RECORDED INFORMATION —
*** Begin section ***

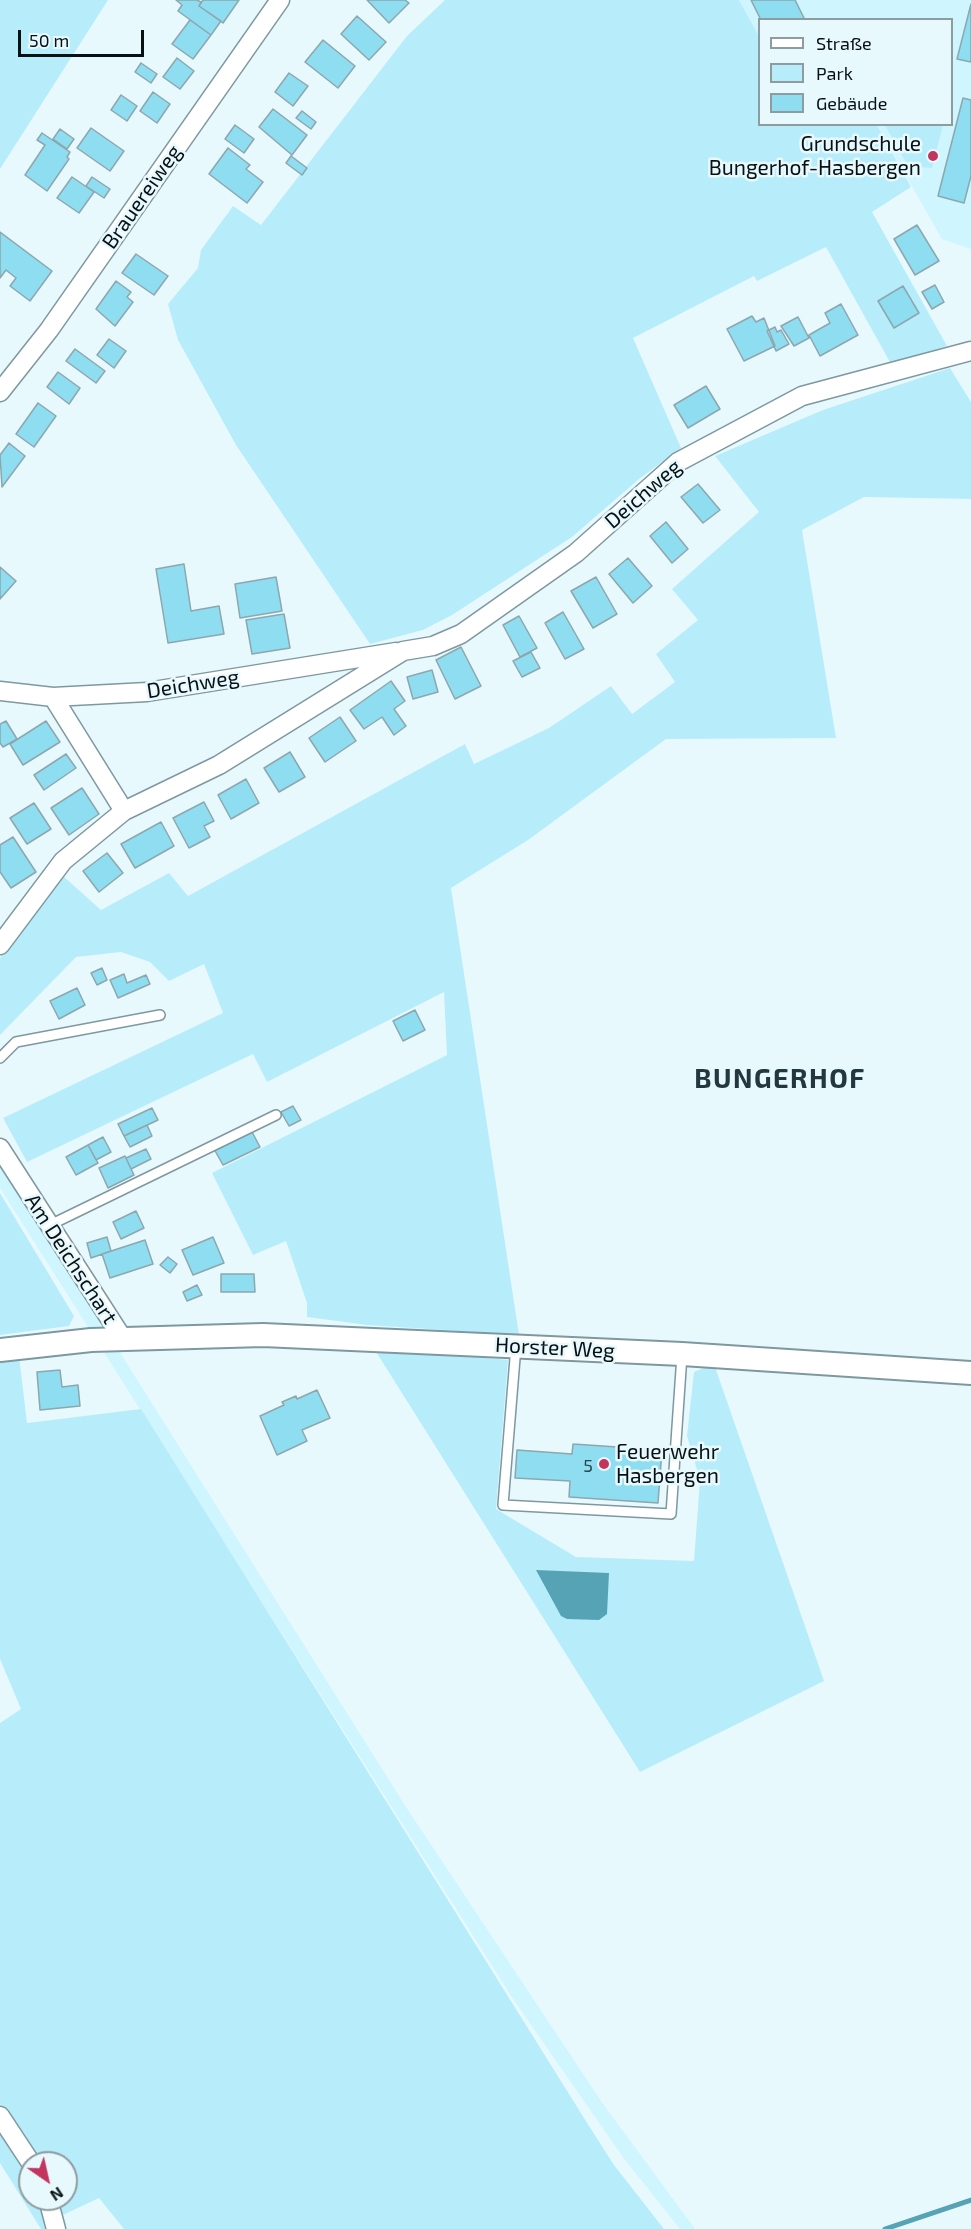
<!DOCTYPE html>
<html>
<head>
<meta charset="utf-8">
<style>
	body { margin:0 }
	#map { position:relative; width:971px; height:2229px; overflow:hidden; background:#e8f9fe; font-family:"Exo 2",sans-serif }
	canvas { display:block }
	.legend { position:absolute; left:758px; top:18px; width:195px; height:108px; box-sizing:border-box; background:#e8f9fe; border:2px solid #8e9ca0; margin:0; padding:8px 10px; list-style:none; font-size:18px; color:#071113 }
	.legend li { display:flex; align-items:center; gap:12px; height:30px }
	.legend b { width:30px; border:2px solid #8e9ca0 }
	.north { position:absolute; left:18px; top:2151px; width:60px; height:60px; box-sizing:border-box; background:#e8f9fe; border:2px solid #8e9ca0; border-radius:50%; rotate:146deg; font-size:16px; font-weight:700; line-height:24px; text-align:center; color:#071113 }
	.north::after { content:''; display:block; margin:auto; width:21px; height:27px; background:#c3355f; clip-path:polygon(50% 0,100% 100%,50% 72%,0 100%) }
	.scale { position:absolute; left:18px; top:30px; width:126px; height:27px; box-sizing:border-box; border:3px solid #071113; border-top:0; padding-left:8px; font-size:18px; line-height:21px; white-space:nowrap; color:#071113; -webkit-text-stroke:4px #e8f9fe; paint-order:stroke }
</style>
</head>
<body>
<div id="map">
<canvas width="971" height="2229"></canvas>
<ul class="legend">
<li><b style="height:8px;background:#fff"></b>Straße</li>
<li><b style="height:16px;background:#b7edfb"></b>Park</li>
<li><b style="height:16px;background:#8fddf0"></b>Gebäude</li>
</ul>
<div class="north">N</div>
<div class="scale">50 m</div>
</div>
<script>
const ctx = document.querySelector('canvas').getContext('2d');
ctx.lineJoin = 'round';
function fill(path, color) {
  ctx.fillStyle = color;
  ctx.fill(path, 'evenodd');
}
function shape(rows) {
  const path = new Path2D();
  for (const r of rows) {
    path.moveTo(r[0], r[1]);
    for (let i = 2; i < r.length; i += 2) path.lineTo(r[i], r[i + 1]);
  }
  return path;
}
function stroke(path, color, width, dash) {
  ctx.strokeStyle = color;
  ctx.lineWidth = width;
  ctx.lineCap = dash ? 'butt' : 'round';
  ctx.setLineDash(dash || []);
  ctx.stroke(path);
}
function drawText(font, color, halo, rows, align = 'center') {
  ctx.font = font + ' "Exo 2",sans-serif';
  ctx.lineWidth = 5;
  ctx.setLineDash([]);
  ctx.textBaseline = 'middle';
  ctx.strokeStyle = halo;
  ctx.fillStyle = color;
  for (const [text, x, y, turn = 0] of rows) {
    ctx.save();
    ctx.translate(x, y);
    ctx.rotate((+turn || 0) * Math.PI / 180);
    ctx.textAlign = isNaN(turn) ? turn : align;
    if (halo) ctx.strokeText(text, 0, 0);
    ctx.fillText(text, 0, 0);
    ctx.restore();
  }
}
const built = shape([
	[739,0,971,0,971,249,942,239,877,125,952,124,952,20,760,20,759,36],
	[0,1162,408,1810,601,2101,695,2229,680,2229,625,2160,515,2002,0,1188]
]);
const green = shape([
	[0,0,108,0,0,169],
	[445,0,739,0,759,36,760,124,877,125,911,187,872,212,947,346,891,364,826,247,757,281,754,276,633,338,681,448,639,479,572,537,452,615,423,630,370,644,236,445,178,340,168,304,198,268,201,250,233,206,261,225,407,36],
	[885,125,943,125,932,168,908,166],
	[950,368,971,402,971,499,864,497,802,530,836,738,666,739,528,840,451,888,519,1335,367,1325,307,1317,307,1303,286,1241,253,1255,212,1173,447,1055,444,992,267,1082,253,1054,27,1162,3,1118,223,1013,204,964,169,981,150,962,121,952,76,957,0,1035,0,958,62,875,101,910,169,873,188,896,465,744,474,764,549,728,611,686,632,714,675,682,656,654,698,620,672,589,759,512,715,456,823,410],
	[0,1193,74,1316,69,1326,0,1335],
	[373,1347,508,1360,496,1509,576,1557,694,1561,700,1480,687,1436,694,1372,714,1364,824,1681,640,1772],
	[19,1356,27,1423,141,1409,589,2126,614,2165,664,2229,124,2229,99,2198,63,2215,54,2199,66,2199,66,2163,34,2163,0,2104,0,1723,21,1709,0,1659,0,1359],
	[0,2120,30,2169,30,2199,44,2199,50,2229,41,2229,0,2163]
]);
const water = shape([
	[536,1570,609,1573,607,1614,599,1620,567,1619,561,1616]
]);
const stream = shape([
	[885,2229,971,2200]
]);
const building = shape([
	[197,0,201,2,199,6,221,21,211,35,178,11,182,5,176,0,197,0],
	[203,0,239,0,223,23,199,6,203,0],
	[367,0,405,0,409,3,389,23,367,0],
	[751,0,795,0,805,20,761,20,751,0],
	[971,4,971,62,957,59,971,4],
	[357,16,386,42,369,60,341,34,357,16],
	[190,20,211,35,193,59,172,44,190,20],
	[323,40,355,66,338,88,305,62,323,40],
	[177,58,194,71,180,89,163,77,177,58],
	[141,63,157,74,151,83,135,72,141,63],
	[289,73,308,86,293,106,275,92,289,73],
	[153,92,170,104,157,123,140,111,153,92],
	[121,95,137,106,127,121,111,110,121,95],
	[963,98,971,100,971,176,964,203,938,196,963,98],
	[273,109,307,135,292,155,259,127,273,109],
	[302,111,316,122,311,129,296,118,302,111],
	[235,125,254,139,244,153,225,139,235,125],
	[91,128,124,151,110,171,77,148,91,128],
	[60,129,74,139,67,149,53,139,60,129],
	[42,133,70,152,67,157,69,159,47,191,25,175,45,145,37,140,42,133],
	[228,148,250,165,246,169,263,182,247,203,209,174,228,148],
	[291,156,307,168,302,175,286,163,291,156],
	[72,177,94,192,79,213,57,198,72,177],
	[92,177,110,189,104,198,86,186,92,177],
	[917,225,939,261,915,275,894,239,917,225],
	[0,232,52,271,30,301,10,286,16,278,6,270,0,278,0,232],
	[136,254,168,276,154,295,122,273,136,254],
	[116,281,131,292,127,297,133,302,115,326,96,309,116,281],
	[935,285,944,302,932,309,922,292,935,285],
	[903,286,919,313,894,328,878,301,903,286],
	[841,304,858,335,820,356,809,335,830,323,825,313,841,304],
	[752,316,756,322,764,318,775,346,744,361,727,329,752,316],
	[798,317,809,338,794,346,781,326,798,317],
	[775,327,777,332,781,330,789,344,776,351,767,331,775,327],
	[109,339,126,351,114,368,97,355,109,339],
	[75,349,105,371,96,383,66,361,75,349],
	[58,372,80,388,69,404,47,387,58,372],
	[706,386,720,409,688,428,674,405,706,386],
	[38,403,56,416,34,447,16,434,38,403],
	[9,443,25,456,2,487,0,455,9,443],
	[698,484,720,510,703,523,681,497,698,484],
	[666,522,688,549,672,563,650,536,666,522],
	[628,558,652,586,633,603,609,574,628,558],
	[184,564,191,611,219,606,224,634,168,643,156,569,184,564],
	[0,567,16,581,0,599,0,567],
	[276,577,282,611,240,618,235,584,276,577],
	[596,577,617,614,593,628,571,591,596,577],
	[563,612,584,649,565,659,545,623,563,612],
	[284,614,290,648,252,654,246,620,284,614],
	[519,616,537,648,520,657,503,625,519,616],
	[461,647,481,686,455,699,436,660,461,647],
	[531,652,540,668,522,677,513,661,531,652],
	[432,670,438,692,413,699,407,677,432,670],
	[391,681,405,701,394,709,406,726,394,735,382,717,364,729,350,710,391,681],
	[340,717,356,741,325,762,309,738,340,717],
	[6,721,17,739,3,747,0,743,0,724,6,721],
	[46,721,60,742,23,765,10,744,46,721],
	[290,752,305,777,279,792,264,768,290,752],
	[66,754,76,768,44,790,34,775,66,754],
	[246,779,259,803,231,819,218,795,246,779],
	[82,788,99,814,69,835,51,808,82,788],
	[204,802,214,821,204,826,210,837,189,848,173,818,204,802],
	[34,803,51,829,27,844,10,818,34,803],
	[161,822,174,846,135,868,121,844,161,822],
	[13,837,36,872,11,888,0,872,0,845,13,837],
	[107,853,123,873,99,892,83,871,107,853],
	[102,968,107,980,97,985,91,973,102,968],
	[124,974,127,983,146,975,150,984,118,998,110,980,124,974],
	[77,988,85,1005,59,1019,50,1001,77,988],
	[415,1010,425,1030,403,1041,393,1021,415,1010],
	[293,1106,301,1120,289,1126,281,1112,293,1106],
	[152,1108,158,1120,124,1136,118,1124,152,1108],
	[147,1125,152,1136,130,1147,124,1136,147,1125],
	[251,1130,260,1147,223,1165,214,1149,251,1130],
	[103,1137,111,1152,96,1160,88,1145,103,1137],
	[88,1145,98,1163,76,1175,66,1157,88,1145],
	[146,1149,151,1159,131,1169,126,1158,146,1149],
	[125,1156,134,1175,108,1188,99,1168,125,1156],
	[136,1211,144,1228,121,1239,113,1222,136,1211],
	[107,1237,111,1251,91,1258,87,1243,107,1237],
	[213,1237,224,1263,193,1275,182,1250,213,1237],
	[145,1240,153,1264,110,1278,102,1254,145,1240],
	[168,1257,177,1264,170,1273,160,1265,168,1257],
	[221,1274,254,1274,255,1292,221,1292,221,1274],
	[197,1285,202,1295,187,1301,183,1292,197,1285],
	[60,1370,62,1387,78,1385,80,1406,40,1410,37,1372,60,1370],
	[317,1390,330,1418,302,1430,307,1441,277,1455,260,1416,284,1405,282,1402,296,1396,297,1399,317,1390],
	[573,1444,662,1450,658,1503,569,1497,570,1481,515,1478,517,1450,572,1454,573,1444]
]);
const service = shape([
	[0,1058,16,1042,160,1015],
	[50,1225,276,1115],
	[516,1346,503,1505,671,1514,682,1355]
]);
const minor = shape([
	[0,392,49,330,280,0],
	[0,691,53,697,124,811,219,765,403,651,433,646,461,634,576,553,678,462,802,396,971,351],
	[53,697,147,692,396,652],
	[0,945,63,861,124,811],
	[0,1148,123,1339],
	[0,2116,31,2163],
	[48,2199,56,2229]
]);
const tertiary = shape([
	[0,1350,91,1340,263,1335,682,1354,971,1373]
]);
const markers = [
	[933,156,6,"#c3355f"],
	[604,1464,6,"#c3355f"]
];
const numberNames = [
	["5",588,1466]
];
const poiNames = [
	["Grundschule",921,144],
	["Bungerhof-Hasbergen",921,168],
	["Feuerwehr",616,1452,"left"],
	["Hasbergen",616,1476,"left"]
];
const streetNames = [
	["Brauereiweg",142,197,-55],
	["Deichweg",643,494,-41],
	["Deichweg",193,684,-9],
	["Am Deichschart",71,1259,57],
	["Horster Weg",555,1348,3]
];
const districtNames = [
	["BUNGERHOF",780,1079]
];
fill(built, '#cff5ff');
fill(green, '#b7edfb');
fill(water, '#56a3b6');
stroke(stream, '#56a3b6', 5);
fill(building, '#8fddf0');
stroke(building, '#8ca7ae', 1.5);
stroke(service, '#7e989f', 12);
stroke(minor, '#7e989f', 21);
stroke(tertiary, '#7e989f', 26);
stroke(service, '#fff', 9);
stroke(minor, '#fff', 18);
stroke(tertiary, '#fff', 22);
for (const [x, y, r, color] of markers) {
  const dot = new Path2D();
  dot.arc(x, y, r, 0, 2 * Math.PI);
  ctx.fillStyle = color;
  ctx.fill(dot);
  stroke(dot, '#e8f9fe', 2);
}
drawText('18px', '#29444a', null, numberNames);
drawText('21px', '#071113', '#e8f9fe', poiNames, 'right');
drawText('21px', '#071113', '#e8f9fe', streetNames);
ctx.letterSpacing = '1.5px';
drawText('bold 27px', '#20383e', '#e8f9fe', districtNames);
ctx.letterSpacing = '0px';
</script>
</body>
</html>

*** End section ***

ACTIVITY — Both end lines included, restate word for word the lines above from the line with "ctx.lineWidth = width;" to the line with "[0,2120,30,2169,30,2199,44,2199,50,2229,41,2229,0,2163]", and nothing else.

SOLUTION FOR THIS TASK —
  ctx.lineWidth = width;
  ctx.lineCap = dash ? 'butt' : 'round';
  ctx.setLineDash(dash || []);
  ctx.stroke(path);
}
function drawText(font, color, halo, rows, align = 'center') {
  ctx.font = font + ' "Exo 2",sans-serif';
  ctx.lineWidth = 5;
  ctx.setLineDash([]);
  ctx.textBaseline = 'middle';
  ctx.strokeStyle = halo;
  ctx.fillStyle = color;
  for (const [text, x, y, turn = 0] of rows) {
    ctx.save();
    ctx.translate(x, y);
    ctx.rotate((+turn || 0) * Math.PI / 180);
    ctx.textAlign = isNaN(turn) ? turn : align;
    if (halo) ctx.strokeText(text, 0, 0);
    ctx.fillText(text, 0, 0);
    ctx.restore();
  }
}
const built = shape([
	[739,0,971,0,971,249,942,239,877,125,952,124,952,20,760,20,759,36],
	[0,1162,408,1810,601,2101,695,2229,680,2229,625,2160,515,2002,0,1188]
]);
const green = shape([
	[0,0,108,0,0,169],
	[445,0,739,0,759,36,760,124,877,125,911,187,872,212,947,346,891,364,826,247,757,281,754,276,633,338,681,448,639,479,572,537,452,615,423,630,370,644,236,445,178,340,168,304,198,268,201,250,233,206,261,225,407,36],
	[885,125,943,125,932,168,908,166],
	[950,368,971,402,971,499,864,497,802,530,836,738,666,739,528,840,451,888,519,1335,367,1325,307,1317,307,1303,286,1241,253,1255,212,1173,447,1055,444,992,267,1082,253,1054,27,1162,3,1118,223,1013,204,964,169,981,150,962,121,952,76,957,0,1035,0,958,62,875,101,910,169,873,188,896,465,744,474,764,549,728,611,686,632,714,675,682,656,654,698,620,672,589,759,512,715,456,823,410],
	[0,1193,74,1316,69,1326,0,1335],
	[373,1347,508,1360,496,1509,576,1557,694,1561,700,1480,687,1436,694,1372,714,1364,824,1681,640,1772],
	[19,1356,27,1423,141,1409,589,2126,614,2165,664,2229,124,2229,99,2198,63,2215,54,2199,66,2199,66,2163,34,2163,0,2104,0,1723,21,1709,0,1659,0,1359],
	[0,2120,30,2169,30,2199,44,2199,50,2229,41,2229,0,2163]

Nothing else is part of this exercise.